Selain itu, Tamin Sukardi juga bukan pemegang saham ataupun pengurus di PT Erniputra Terari yang bukan seluruhnya milik keluarga.
"Keterlibatan Tamin Sukardi berdasarkan dakwaan jaksa penuntut umum adalah berkolusi dengan Tasman Aminoto (almarhum) sejak pembuatan surat keterangan ahli waris di 2002. Sementara, keduanya pertama berkenal di tahun 2006 dan tidak ada satupun saksi di pengadilan yang kenal dengan Tamin Sukardi sebelum itu. Jadi dimana salahnya Tamin Sukardi,” ungkapnya.
Dia juga menyatakan, lahan eks HGU PTPN II dimaksud sesungguhnya sudah ada putusan perdata yang berkekuatan hukum tetap yang menyebutkan para ahli waris pemegang hak tahun 1954 adalah pemilik sah atas lahan eks HGU dan sudah dilakukan eksekusi tahun 2011. “Pertanyaannya lagi, apakah penetapan eksekusi oleh pengadilan sudah tidak lagi berharga di negeri ini,” ujar Fachruddin.

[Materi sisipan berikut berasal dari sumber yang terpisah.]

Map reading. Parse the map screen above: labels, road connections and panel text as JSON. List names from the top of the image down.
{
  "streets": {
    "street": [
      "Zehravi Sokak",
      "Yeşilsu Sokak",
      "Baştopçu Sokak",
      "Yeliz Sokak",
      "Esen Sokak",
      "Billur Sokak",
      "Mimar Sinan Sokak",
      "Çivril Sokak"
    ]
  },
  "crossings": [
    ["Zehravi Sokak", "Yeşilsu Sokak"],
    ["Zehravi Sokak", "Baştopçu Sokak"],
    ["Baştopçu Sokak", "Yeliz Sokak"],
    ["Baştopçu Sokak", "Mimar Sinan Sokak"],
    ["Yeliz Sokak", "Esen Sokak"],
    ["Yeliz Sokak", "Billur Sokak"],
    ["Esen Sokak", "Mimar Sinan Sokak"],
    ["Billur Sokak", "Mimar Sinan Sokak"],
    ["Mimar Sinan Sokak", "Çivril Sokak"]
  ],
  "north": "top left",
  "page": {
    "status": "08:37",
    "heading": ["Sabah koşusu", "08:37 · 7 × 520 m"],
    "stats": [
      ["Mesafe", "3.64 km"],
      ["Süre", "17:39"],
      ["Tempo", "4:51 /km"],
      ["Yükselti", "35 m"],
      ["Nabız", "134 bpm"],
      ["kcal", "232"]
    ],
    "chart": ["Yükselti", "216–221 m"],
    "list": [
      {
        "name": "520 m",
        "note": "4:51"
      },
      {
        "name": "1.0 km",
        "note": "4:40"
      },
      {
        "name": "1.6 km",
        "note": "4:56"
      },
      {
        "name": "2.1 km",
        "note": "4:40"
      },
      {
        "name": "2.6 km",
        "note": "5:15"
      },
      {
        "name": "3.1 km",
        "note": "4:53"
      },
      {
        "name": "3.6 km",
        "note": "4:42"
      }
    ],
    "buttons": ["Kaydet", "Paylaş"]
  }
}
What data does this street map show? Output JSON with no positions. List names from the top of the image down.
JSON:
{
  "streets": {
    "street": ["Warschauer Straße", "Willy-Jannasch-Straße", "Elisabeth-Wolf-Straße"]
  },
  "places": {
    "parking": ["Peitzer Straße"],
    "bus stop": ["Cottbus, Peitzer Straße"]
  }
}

Ia melanjutkan, adalah fakta hukum bahwa lahan eks HGU tersebut sudah tidak lagi menjadi milik PTPN II dan seharusnya dilakukan hapus buku sesuai dengan undang-undang dan peraturan yang berlaku.
Hal ini juga didukung oleh fatwa Pengadilan Tinggi Medan bahwa proses penghapusbukuan merupakan tindakan administrasi yang berlaku secara internal di lingkungan BUMN dan tidak menghalangi proses permohonan hak baru. “Kita bertanya kenapa “kealpaan” PTPN II dalam menghapusbuku lahan yang sudah dieksekusi oleh pengadilan menjadi masalah Tamin Sukardi,” ujar Fachruddin dengan nada heran.
Sebagai informasi, lahan 106 hektare di Desa Helvetia yang dipersoalkan telah dilakukan hapusbuku oleh PTPN II pada Desember 2017 setelah memeroleh Legal Opini dari Kejaksaan Tinggi Sumatera Utara pada Maret 2017. Namun, kata Fachruddin, Kejaksaan Agung malahan mentersangkakan Tamin Sukardi dan menahannya pada 30 Oktober 2017 sehingga sangat ironis bahwa pertimbangan hukum legal opini tersebut juga tidak dihiraukan oleh sesama Korps Adhiyaksa, padahal dalam Pasal 2 ayat 3 UU No 16 tahun 2004 tentang Kejaksaan, terdapat asas.
Kejaksaan satu dan tidak terpisahkan (openbaar ministerieis een en ondwelbaaren de procurwur generaal aan het hoofd). Namun asas inipun hanya sekedar slogan penghias halaman kantor.
Majelis hakim Pengadilan Negeri Medan bulan Agustus lalu memvonis Tamin Sukardi dengan hukuman 6 tahun penjara dan ganti rugi Rp 232 miliar karena melakukan tindak pidana korupsi penjualan lahan eks HGU PTPN II di desa Helvetia, Kecamatan Labuhan Deli, Kabupaten Deli Serdang, Sumatera Utara. Atas putusan ini, kuasa hukum Tamin Sukardi mengajukan banding ke Pengadilan Tinggi Medan.